Kata orang masa kecil adalah masa paling indah, yang menjadi kenangan tersimpan dalam memori otak bawah sadar. Tidak setiap orang dapat mengenang masa kecil selain sudah lupa, membuka lembaran masa kecil sama dengan membuka “luka lama”, sehingga perlu kekuatan lahir batin untuk menyampaikannya. Perasaaan traumatik, terluka, seperti diaduk-aduk, diiris-iris, menjadi alasan utama untuk menutup rapat-rapat masa kecilnya. Namun ada juga yang dengan enteng membuka masa kecilnya, sebagai motivator keturunannya. Daya juang, ketabahan, kesabaran, dalam menghadapi kesulitan dengan kondisi serba kekurangan, dapat sukses dunia akherat adalah “sesuatu” yang patut dibanggakan.
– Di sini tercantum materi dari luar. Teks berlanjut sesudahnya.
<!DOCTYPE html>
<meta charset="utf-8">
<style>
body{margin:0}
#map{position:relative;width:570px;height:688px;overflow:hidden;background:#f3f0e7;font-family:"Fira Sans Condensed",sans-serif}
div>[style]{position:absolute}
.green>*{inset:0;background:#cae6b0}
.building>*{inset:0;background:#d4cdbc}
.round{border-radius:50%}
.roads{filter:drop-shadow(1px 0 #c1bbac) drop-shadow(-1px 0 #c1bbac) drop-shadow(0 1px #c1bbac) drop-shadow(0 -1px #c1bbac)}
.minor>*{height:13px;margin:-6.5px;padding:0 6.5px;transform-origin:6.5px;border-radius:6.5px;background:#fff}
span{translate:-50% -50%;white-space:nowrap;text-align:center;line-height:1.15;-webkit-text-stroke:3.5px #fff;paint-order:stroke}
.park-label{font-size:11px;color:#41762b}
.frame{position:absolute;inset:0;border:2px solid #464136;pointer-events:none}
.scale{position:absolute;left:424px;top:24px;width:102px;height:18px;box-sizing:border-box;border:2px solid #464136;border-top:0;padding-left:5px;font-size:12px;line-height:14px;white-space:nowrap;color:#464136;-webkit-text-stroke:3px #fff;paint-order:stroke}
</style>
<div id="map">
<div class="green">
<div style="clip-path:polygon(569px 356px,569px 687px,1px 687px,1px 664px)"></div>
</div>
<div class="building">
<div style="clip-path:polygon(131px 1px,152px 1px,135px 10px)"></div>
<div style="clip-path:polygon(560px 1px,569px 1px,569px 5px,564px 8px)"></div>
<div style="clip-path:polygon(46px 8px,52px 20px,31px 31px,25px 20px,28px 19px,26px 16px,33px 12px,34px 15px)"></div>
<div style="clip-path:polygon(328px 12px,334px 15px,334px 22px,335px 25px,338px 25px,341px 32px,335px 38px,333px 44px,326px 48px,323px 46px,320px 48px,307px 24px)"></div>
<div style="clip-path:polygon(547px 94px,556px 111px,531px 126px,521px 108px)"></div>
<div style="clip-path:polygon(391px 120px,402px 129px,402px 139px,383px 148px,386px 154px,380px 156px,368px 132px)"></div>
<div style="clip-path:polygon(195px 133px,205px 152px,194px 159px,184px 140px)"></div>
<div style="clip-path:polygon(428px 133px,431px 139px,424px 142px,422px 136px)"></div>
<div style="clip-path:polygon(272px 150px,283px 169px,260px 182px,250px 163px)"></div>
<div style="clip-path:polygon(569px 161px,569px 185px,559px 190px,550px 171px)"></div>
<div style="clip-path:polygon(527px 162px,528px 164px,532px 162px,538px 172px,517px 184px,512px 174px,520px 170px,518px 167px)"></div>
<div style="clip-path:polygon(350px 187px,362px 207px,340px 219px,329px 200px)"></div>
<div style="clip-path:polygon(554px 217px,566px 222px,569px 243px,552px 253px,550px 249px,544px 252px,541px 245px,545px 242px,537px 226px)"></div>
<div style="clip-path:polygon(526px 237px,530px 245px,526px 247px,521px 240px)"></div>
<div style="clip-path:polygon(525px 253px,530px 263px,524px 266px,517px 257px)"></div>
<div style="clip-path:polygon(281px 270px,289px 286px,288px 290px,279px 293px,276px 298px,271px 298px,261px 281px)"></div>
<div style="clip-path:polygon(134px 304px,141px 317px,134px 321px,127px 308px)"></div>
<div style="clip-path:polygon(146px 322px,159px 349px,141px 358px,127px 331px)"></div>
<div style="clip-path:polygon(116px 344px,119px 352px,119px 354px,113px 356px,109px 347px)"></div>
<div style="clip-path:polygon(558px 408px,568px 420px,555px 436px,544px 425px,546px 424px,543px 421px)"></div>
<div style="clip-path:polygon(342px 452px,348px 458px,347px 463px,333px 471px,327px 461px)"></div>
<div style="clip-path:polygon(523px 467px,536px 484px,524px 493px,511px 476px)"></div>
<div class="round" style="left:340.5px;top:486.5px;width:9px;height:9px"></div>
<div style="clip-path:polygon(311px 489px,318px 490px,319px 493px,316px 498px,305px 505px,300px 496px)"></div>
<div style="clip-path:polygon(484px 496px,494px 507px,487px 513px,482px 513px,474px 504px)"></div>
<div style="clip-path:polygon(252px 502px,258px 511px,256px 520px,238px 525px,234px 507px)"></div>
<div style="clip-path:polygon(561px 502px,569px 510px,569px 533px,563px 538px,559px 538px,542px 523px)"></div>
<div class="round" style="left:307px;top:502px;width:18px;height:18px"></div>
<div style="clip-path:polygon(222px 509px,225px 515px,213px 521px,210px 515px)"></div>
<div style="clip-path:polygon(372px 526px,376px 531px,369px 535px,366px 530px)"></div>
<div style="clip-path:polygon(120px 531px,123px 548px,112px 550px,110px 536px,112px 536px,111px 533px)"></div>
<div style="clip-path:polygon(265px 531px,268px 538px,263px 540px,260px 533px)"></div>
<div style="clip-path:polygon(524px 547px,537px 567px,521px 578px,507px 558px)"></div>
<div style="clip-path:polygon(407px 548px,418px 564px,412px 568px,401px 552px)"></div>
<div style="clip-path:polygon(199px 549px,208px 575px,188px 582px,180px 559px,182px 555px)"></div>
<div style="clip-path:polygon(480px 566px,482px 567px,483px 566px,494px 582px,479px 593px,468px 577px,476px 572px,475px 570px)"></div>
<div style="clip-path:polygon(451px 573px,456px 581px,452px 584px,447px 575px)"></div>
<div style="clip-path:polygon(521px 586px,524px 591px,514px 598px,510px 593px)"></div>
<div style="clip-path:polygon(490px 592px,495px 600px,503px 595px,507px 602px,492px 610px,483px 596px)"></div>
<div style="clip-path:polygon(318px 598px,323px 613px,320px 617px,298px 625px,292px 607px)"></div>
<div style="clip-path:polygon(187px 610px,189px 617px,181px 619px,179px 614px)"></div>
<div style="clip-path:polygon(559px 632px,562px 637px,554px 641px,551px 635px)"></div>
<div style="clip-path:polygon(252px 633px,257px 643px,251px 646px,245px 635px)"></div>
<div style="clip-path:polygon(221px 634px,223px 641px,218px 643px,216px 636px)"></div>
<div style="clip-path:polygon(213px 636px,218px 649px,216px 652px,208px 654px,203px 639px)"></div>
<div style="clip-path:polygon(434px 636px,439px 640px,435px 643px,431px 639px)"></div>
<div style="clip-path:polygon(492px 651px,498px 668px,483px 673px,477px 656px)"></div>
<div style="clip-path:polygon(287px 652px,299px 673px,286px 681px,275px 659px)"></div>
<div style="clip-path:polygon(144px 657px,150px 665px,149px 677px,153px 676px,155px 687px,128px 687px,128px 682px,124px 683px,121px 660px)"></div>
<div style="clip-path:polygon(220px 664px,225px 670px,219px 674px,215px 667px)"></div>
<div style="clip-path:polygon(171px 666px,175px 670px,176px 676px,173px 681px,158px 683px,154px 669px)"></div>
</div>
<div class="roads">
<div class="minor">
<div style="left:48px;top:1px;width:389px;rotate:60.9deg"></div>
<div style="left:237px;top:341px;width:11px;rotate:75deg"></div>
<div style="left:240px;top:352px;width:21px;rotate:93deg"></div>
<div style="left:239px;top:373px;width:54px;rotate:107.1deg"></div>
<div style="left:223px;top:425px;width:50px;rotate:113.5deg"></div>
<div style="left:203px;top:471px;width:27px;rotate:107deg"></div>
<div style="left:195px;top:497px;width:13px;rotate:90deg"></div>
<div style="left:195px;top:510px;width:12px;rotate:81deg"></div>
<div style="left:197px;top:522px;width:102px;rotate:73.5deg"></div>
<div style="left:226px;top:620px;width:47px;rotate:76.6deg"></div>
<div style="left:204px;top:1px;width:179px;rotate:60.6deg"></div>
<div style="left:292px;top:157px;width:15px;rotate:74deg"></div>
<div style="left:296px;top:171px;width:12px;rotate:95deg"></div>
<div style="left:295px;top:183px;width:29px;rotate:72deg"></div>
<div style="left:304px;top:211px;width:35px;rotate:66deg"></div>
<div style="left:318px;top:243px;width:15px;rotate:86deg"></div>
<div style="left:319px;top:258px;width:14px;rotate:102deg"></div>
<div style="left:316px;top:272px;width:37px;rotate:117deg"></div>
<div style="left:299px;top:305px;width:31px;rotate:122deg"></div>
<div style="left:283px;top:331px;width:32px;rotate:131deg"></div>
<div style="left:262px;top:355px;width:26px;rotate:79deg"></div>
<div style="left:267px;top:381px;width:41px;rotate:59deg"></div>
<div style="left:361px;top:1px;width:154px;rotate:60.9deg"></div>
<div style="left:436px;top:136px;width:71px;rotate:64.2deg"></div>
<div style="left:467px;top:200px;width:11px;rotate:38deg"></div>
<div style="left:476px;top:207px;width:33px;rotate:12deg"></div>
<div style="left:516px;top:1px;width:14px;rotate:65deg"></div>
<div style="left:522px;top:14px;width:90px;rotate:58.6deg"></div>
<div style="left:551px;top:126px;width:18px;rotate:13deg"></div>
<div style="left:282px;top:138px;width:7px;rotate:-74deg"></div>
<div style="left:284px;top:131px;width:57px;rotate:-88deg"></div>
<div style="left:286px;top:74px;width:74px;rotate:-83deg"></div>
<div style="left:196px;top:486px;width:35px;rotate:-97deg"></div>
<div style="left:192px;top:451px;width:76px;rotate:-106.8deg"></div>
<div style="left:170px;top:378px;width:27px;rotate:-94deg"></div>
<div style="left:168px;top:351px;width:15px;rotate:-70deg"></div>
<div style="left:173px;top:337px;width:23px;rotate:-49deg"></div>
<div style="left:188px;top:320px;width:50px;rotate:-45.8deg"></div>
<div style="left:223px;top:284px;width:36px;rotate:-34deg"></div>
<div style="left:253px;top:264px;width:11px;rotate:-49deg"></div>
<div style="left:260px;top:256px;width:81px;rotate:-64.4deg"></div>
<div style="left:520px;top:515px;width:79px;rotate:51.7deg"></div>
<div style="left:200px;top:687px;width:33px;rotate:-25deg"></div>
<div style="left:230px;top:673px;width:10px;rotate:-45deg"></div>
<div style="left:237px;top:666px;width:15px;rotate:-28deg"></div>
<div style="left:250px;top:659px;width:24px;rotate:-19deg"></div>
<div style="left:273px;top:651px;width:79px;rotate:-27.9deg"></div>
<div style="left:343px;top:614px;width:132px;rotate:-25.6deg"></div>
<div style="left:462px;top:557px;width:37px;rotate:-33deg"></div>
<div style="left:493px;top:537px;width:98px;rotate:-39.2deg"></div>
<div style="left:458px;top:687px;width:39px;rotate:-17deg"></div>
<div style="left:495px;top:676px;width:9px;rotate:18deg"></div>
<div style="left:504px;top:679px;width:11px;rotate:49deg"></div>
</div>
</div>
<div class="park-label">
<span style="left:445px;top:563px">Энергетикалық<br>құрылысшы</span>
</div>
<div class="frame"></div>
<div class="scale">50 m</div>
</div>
Masa kecil juga menjadi momentum yang mengesankan ketika menghadapi bulan istimewa puasa Ramadan selama sebulan.
Seperti biasa anak kecil yang sedang latihan puasa ataupun sudah dapat puasa sehari penuh, pasti ada kenangan indah yang sulit di lupakan.
Kendala utama adalah penyebaran ilmu agama yang belum masif seperti saat ini, berdampak pada bekal ilmu puasa sangat minim.
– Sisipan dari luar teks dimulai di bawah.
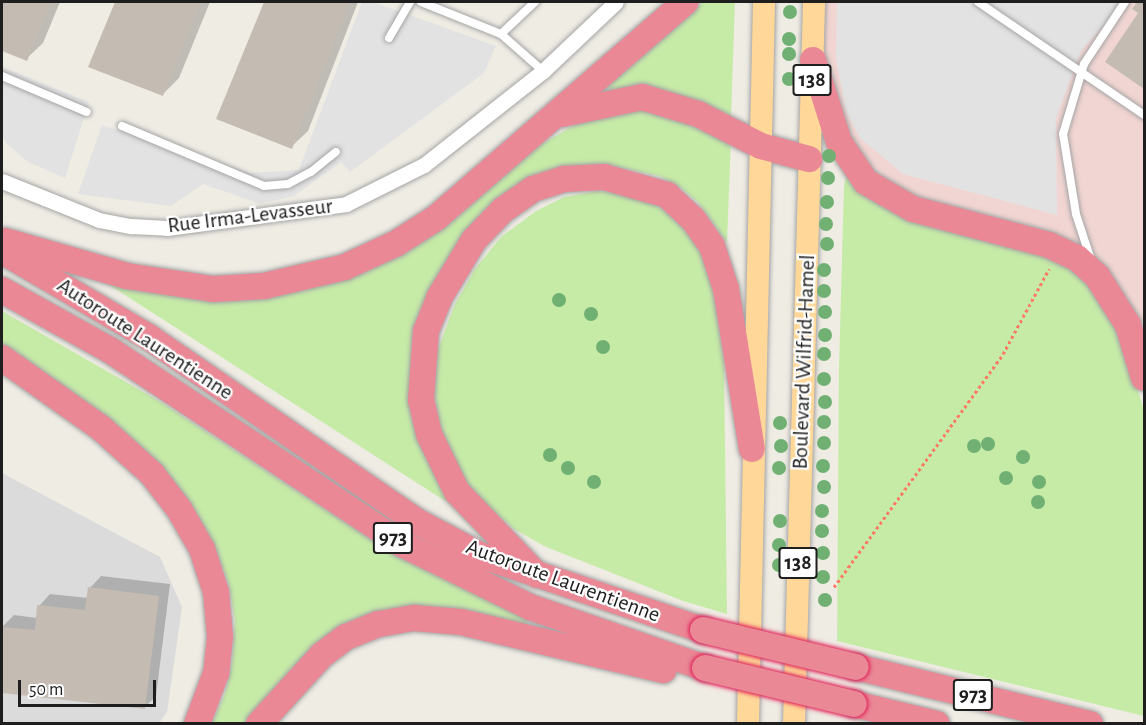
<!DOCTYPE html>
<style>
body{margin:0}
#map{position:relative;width:1146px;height:725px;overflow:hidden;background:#efece4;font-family:"Alegreya Sans",sans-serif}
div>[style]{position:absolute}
.residential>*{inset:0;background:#dcdbdb}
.commercial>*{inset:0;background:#f1d5d2}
.grass>*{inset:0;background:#c6eba7}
.parking>*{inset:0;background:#e2e2e2}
.shadow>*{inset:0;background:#0003}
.building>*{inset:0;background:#c4bcb3}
.path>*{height:3px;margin-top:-1.5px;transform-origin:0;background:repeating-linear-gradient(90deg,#fe7c65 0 3px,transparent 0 6px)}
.roads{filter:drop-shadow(0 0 2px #a5a5a5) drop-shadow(0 0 2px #a5a5a5)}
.lane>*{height:8px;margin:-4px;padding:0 4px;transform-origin:4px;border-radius:4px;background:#fff}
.street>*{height:15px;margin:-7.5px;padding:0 7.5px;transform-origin:7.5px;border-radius:7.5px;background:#fff}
.primary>*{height:22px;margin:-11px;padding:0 11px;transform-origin:11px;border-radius:11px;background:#ffd899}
.highway>*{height:26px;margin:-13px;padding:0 13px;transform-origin:13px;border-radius:13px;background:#ea8896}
.bridges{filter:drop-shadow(0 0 2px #e01e57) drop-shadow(0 0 2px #e01e57)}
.highway-bridge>*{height:26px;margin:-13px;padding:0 13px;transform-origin:13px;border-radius:13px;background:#ea8896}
.trees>*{width:14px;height:14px;margin:-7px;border-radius:50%;background:#70b173}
span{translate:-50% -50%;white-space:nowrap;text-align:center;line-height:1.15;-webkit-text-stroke:4.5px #fff;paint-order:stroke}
.shield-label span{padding:2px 4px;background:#fff;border:2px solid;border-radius:4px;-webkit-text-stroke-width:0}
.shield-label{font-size:21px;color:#1e1e1e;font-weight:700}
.street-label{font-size:22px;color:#1e1e1e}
.frame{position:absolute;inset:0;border:3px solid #1e1e1e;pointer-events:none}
.scale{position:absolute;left:18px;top:680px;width:138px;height:27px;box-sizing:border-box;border:3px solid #1e1e1e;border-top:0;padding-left:8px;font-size:18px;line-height:21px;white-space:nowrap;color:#1e1e1e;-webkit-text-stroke:4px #fff;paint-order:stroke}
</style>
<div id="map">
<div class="residential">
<i style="clip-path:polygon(2px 473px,160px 557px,182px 607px,167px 712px,159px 723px,2px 723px)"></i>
</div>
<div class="commercial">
<i style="clip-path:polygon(814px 2px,1144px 2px,1144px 378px,913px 209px,839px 142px)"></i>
</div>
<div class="grass">
<i style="clip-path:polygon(703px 2px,735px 2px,731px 116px,611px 93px,608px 86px)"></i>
<i style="clip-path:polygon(640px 105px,731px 139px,727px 243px,698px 202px,681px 188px,659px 176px,610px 165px,560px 168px,479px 217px,450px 254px,432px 288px,423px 451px,448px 498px,445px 501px,97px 277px,297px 291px,584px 119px)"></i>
<i style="clip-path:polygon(848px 168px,1022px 243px,1074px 271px,1093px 289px,1121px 336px,1144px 410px,1144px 716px,837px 641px,839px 367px,844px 186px)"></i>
<i style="clip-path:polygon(598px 191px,631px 195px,661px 208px,692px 236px,709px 264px,724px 362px,727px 614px,683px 601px,544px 546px,514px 529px,468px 488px,450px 458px,440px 425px,433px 387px,437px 352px,455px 304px,475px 269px,501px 237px,536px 211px,564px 197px)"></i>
<i style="clip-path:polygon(2px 311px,159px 401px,384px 548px,528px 619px,525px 628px,377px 613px,247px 723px,212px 723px,225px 694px,232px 662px,235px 621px,229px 585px,215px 548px,2px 347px)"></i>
</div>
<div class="parking">
<i style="clip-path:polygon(362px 2px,373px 2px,496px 46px,484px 73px,350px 172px,341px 162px,294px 196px,260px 204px,203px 184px,171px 206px,78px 194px,102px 125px,251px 173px,299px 170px)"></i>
<i style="clip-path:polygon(837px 2px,1124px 2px,1081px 51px,1056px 118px,1057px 215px,903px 174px,860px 138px,846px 111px,836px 59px)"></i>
<i style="clip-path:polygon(2px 67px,89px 102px,65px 178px,28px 162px,6px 143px,2px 135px)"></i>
</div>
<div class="shadow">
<i style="clip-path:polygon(2px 2px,60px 2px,43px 43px,26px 59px,2px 49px)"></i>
<i style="clip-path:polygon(117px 2px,210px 2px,179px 78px,162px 95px,90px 67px)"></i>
<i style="clip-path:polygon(266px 2px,358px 2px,308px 131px,291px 147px,218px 118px)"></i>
<i style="clip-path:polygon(1138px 2px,1144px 2px,1144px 87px,1107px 62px,1140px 12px,1134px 8px)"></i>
<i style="clip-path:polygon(101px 576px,170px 584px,156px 696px,144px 708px,2px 692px,2px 627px,14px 615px,37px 618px,39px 606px,50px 594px,88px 598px,90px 588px)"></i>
</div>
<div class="building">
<i style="clip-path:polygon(2px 2px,51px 2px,27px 61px,2px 51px)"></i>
<i style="clip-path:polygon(115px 2px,201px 2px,163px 96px,88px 67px)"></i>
<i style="clip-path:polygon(264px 2px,350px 2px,292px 149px,216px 119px)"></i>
<i style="clip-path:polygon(1137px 2px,1144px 2px,1144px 89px,1105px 62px,1138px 13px,1132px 9px)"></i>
<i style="clip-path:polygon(88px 587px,159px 596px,145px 709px,2px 693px,2px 627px,35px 630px,37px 605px,85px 610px)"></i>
</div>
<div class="path">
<i style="left:834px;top:587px;width:288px;rotate:-54deg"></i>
<i style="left:1003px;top:354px;width:97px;rotate:-61.6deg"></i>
</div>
<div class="roads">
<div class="lane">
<i style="left:421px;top:2px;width:86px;rotate:21.8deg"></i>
<i style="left:501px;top:34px;width:47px;rotate:-43.3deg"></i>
<i style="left:978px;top:2px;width:201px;rotate:34.2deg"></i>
<i style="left:501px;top:34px;width:56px;rotate:41.4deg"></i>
<i style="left:389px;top:38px;width:42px;rotate:-59.7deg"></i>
<i style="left:2px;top:76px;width:92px;rotate:23deg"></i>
<i style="left:122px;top:126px;width:154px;rotate:22.9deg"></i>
<i style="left:264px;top:186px;width:24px;rotate:-5deg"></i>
<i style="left:288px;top:184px;width:26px;rotate:-28deg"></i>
<i style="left:311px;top:172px;width:32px;rotate:-39deg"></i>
<i style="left:1091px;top:260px;width:48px;rotate:-108.1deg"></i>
<i style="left:1076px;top:214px;width:81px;rotate:-99.2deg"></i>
<i style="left:1063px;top:134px;width:73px;rotate:-73.3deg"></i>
<i style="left:1084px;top:64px;width:74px;rotate:-56.5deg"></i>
</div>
<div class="street">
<i style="left:2px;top:181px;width:105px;rotate:21.9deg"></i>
<i style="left:99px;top:220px;width:33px;rotate:11deg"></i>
<i style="left:131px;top:226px;width:36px;rotate:3deg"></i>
<i style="left:167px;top:228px;width:181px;rotate:-7.6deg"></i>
<i style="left:346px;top:204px;width:87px;rotate:-26.6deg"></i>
<i style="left:424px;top:165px;width:152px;rotate:-38.3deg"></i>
<i style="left:543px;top:71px;width:100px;rotate:-43.4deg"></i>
</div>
<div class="primary">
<i style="left:748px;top:724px;width:722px;rotate:-88.73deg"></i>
<i style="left:794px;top:724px;width:722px;rotate:-88.41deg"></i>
</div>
<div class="highway">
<i style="left:813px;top:60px;width:86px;rotate:72.4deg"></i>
<i style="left:839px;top:142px;width:48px;rotate:56deg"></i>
<i style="left:866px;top:182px;width:54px;rotate:29.9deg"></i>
<i style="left:913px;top:209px;width:141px;rotate:14.8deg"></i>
<i style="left:1049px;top:245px;width:31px;rotate:25deg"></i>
<i style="left:1077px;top:258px;width:27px;rotate:42deg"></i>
<i style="left:1097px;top:276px;width:58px;rotate:57.7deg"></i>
<i style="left:1128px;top:325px;width:55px;rotate:73.2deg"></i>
<i style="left:562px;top:114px;width:82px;rotate:-12deg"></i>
<i style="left:642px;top:97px;width:59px;rotate:16.9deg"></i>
<i style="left:698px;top:114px;width:71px;rotate:26.9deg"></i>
<i style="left:761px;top:146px;width:50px;rotate:15.2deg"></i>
<i style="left:5px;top:241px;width:127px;rotate:16deg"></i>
<i style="left:127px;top:276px;width:87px;rotate:8.6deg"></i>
<i style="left:213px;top:289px;width:51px;rotate:-3.4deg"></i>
<i style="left:264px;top:286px;width:83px;rotate:-13.2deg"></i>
<i style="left:345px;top:267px;width:57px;rotate:-24.8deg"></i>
<i style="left:397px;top:243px;width:46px;rotate:-32.7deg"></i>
<i style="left:436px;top:218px;width:330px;rotate:-40.9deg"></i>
<i style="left:2px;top:251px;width:172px;rotate:30.4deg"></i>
<i style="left:150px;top:338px;width:325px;rotate:34.5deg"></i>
<i style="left:418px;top:522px;width:70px;rotate:28deg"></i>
<i style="left:480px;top:555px;width:235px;rotate:18.6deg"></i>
<i style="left:2px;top:290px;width:124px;rotate:29.1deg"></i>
<i style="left:110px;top:350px;width:351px;rotate:33.6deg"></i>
<i style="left:402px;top:544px;width:143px;rotate:26.2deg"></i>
<i style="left:530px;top:607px;width:185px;rotate:19.2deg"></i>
<i style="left:2px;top:358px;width:121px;rotate:35.3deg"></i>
<i style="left:101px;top:428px;width:69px;rotate:42deg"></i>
<i style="left:152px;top:474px;width:44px;rotate:52.4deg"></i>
<i style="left:179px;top:509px;width:46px;rotate:60.1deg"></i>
<i style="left:202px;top:549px;width:45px;rotate:72deg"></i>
<i style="left:216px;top:592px;width:45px;rotate:84.9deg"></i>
<i style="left:220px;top:637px;width:36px;rotate:96deg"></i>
<i style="left:216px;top:673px;width:54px;rotate:110.4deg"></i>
<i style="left:537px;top:575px;width:115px;rotate:-133.9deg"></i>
<i style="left:457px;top:492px;width:64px;rotate:-115.8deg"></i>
<i style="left:429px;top:434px;width:35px;rotate:-103deg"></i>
<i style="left:421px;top:400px;width:69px;rotate:-85.9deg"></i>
<i style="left:426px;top:331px;width:35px;rotate:-68deg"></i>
<i style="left:439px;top:298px;width:68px;rotate:-58.9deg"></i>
<i style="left:474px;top:240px;width:42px;rotate:-46deg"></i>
<i style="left:503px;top:210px;width:37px;rotate:-35deg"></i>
<i style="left:533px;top:189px;width:33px;rotate:-18deg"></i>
<i style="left:564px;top:179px;width:40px;rotate:-2.9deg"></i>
<i style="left:604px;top:177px;width:66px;rotate:15.9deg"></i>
<i style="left:667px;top:195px;width:35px;rotate:43deg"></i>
<i style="left:693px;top:219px;width:33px;rotate:55deg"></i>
<i style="left:712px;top:246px;width:45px;rotate:72deg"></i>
<i style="left:726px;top:289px;width:162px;rotate:80.8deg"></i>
<i style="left:856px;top:667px;width:241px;rotate:13.7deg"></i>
<i style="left:854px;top:704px;width:85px;rotate:13.5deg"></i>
<i style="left:259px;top:724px;width:93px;rotate:-47.6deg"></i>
<i style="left:322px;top:655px;width:30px;rotate:-37deg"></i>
<i style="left:346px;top:637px;width:35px;rotate:-22deg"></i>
<i style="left:379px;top:624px;width:36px;rotate:-10deg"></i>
<i style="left:414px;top:618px;width:47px;rotate:4.9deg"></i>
<i style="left:461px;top:622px;width:208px;rotate:13.4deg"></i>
</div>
</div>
<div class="bridges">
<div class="highway-bridge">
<i style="left:703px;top:630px;width:157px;rotate:13.6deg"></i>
<i style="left:705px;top:668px;width:153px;rotate:13.6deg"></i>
</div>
</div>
<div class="trees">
<i style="left:790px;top:12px"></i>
<i style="left:789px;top:39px"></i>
<i style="left:789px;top:54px"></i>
<i style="left:789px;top:79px"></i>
<i style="left:829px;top:156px"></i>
<i style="left:828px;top:178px"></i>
<i style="left:827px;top:202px"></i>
<i style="left:826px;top:224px"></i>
<i style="left:827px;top:244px"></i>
<i style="left:824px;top:270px"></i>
<i style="left:824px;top:291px"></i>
<i style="left:559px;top:300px"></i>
<i style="left:825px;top:312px"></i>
<i style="left:591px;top:314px"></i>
<i style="left:825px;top:335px"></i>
<i style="left:603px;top:347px"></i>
<i style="left:824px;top:354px"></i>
<i style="left:824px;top:379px"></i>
<i style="left:825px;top:402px"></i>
<i style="left:824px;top:422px"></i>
<i style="left:780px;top:423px"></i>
<i style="left:824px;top:443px"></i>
<i style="left:988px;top:444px"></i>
<i style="left:781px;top:446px"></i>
<i style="left:974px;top:446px"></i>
<i style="left:550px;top:455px"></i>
<i style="left:1023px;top:457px"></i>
<i style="left:823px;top:466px"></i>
<i style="left:568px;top:468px"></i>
<i style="left:779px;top:468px"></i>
<i style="left:1006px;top:478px"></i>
<i style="left:594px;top:482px"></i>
<i style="left:1039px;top:482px"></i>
<i style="left:824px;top:487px"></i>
<i style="left:1038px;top:502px"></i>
<i style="left:822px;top:511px"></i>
<i style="left:780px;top:521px"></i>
<i style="left:822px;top:531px"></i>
<i style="left:779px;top:545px"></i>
<i style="left:823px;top:553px"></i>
<i style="left:779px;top:565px"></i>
<i style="left:823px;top:577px"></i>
<i style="left:825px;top:600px"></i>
</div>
<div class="shield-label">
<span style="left:812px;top:80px">138</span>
<span style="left:393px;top:538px">973</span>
<span style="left:798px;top:563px">138</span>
<span style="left:973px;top:695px">973</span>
</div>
<div class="street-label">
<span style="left:250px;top:216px;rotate:-7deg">Rue Irma-Levasseur</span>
<span style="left:145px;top:339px;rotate:33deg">Autoroute Laurentienne</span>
<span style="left:804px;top:362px;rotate:-88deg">Boulevard Wilfrid-Hamel</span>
<span style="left:563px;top:581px;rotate:20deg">Autoroute Laurentienne</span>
</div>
<div class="frame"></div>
<div class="scale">50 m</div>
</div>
Selain membaca buku, guru agama di sekolah, “kyai” iman langgar yang ilmunya secara otodidak, lingkungan dengan kebiasaan turun temurun, menjadi modal menjalani puasa. Masjid masih jarang, dalam 4 (empat) dusun hanya ada 1 (satu) masjid.
Seiring dengan perkembangan teknologi informasi dan komunikasi, saat ini orang dengan mudah mempelajari ilmu agama melalui berbabagi media (cetak dan elektronik).
Walaupun tetap harus selektif dalam memilih dan memilah informasi tentang agama, yang di posting melalui media sosial. Tidak sedikit yang beredar itu adalah informasi “hoaks”, yang dengan entengnya di-"copas”, dan disebarkan melalui group WA, facebook, twitter, line, dengan sumber yang sangat diragukan dan isinya bertentangan dengan kaidah agama.
Aksi copas berjamaah tanpa cek dan recek dapat menyesatkan umat Islam yang sedang belajar agama.
Menjalankan ibadah puasa bukan sekedar menahan makan, minum, sejak Subuh sampai Magrib (puasa lahiriah), namun batiniah juga harus berpuasa.
Tidak sedikit orang yang berpuasa hanya mendapatkan lapar dan haus, yang sia-sia, karena tidak bisa menahan “nafsu” lahiriah dan batiniah, misalnya suka marah, serakah, rakus, iri, dengki, ghibah, gosip, menyebar hoaks, fitnah, ujaran kebencian, mencela, mengejek, mencaki maki, tidak jujur, mengadu domda, dan menggandakan uang (riba).
Ibaratnya puasa ini seperti ulat yang ditakuti, setelah menahan diri tidak rakus makan dedauan dalam kepompong, pada saatnya menjelma menjadi kupu-kupu yang menarik, menawan, dan indah dipandang mata.